* **The problem**
Would you write out each line of the material below exactly, skipping every picture?

* **Recorded data**
= = = = = = =

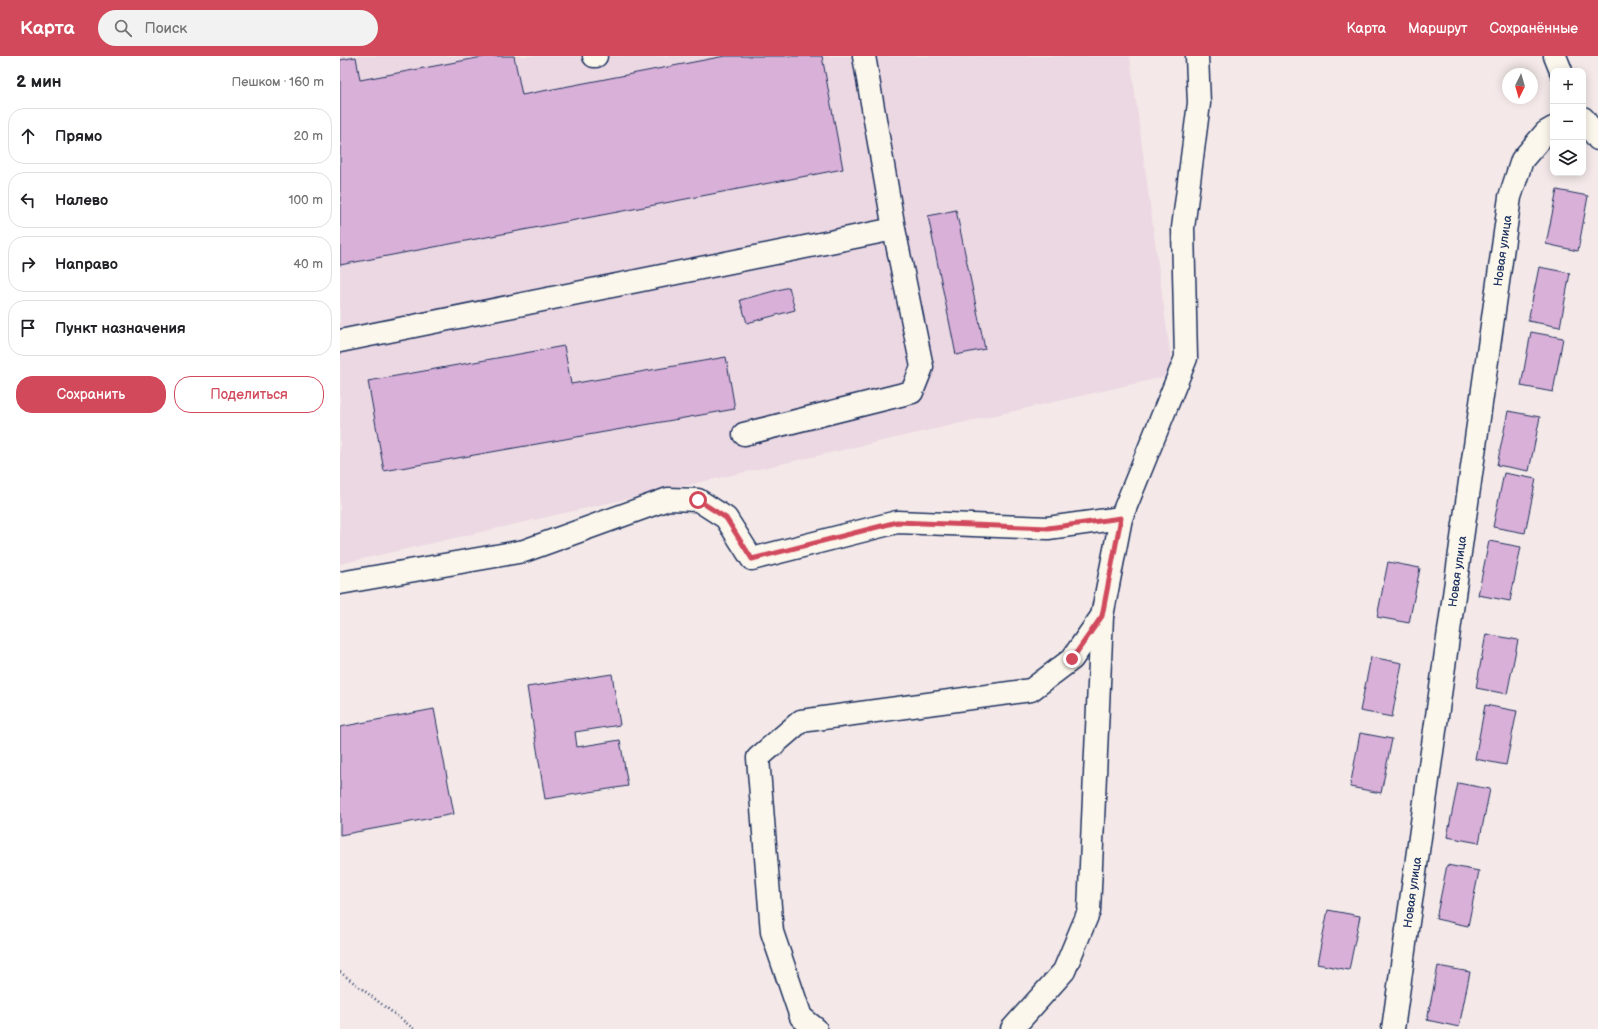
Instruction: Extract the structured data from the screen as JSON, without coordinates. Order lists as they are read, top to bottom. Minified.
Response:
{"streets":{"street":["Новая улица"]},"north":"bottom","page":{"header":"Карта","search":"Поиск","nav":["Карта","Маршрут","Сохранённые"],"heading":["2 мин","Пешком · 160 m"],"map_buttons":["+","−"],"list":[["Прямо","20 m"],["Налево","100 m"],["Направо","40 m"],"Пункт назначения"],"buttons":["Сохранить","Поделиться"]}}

= = = = = = =

* **Task result**
Instruction: Extract the structured data from the screen as JSON, without coordinates. Order lists as they are read, top to bottom. Minified.
Response:
{"streets":{"street":["Новая улица"]},"north":"bottom","page":{"header":"Карта","search":"Поиск","nav":["Карта","Маршрут","Сохранённые"],"heading":["2 мин","Пешком · 160 m"],"map_buttons":["+","−"],"list":[["Прямо","20 m"],["Налево","100 m"],["Направо","40 m"],"Пункт назначения"],"buttons":["Сохранить","Поделиться"]}}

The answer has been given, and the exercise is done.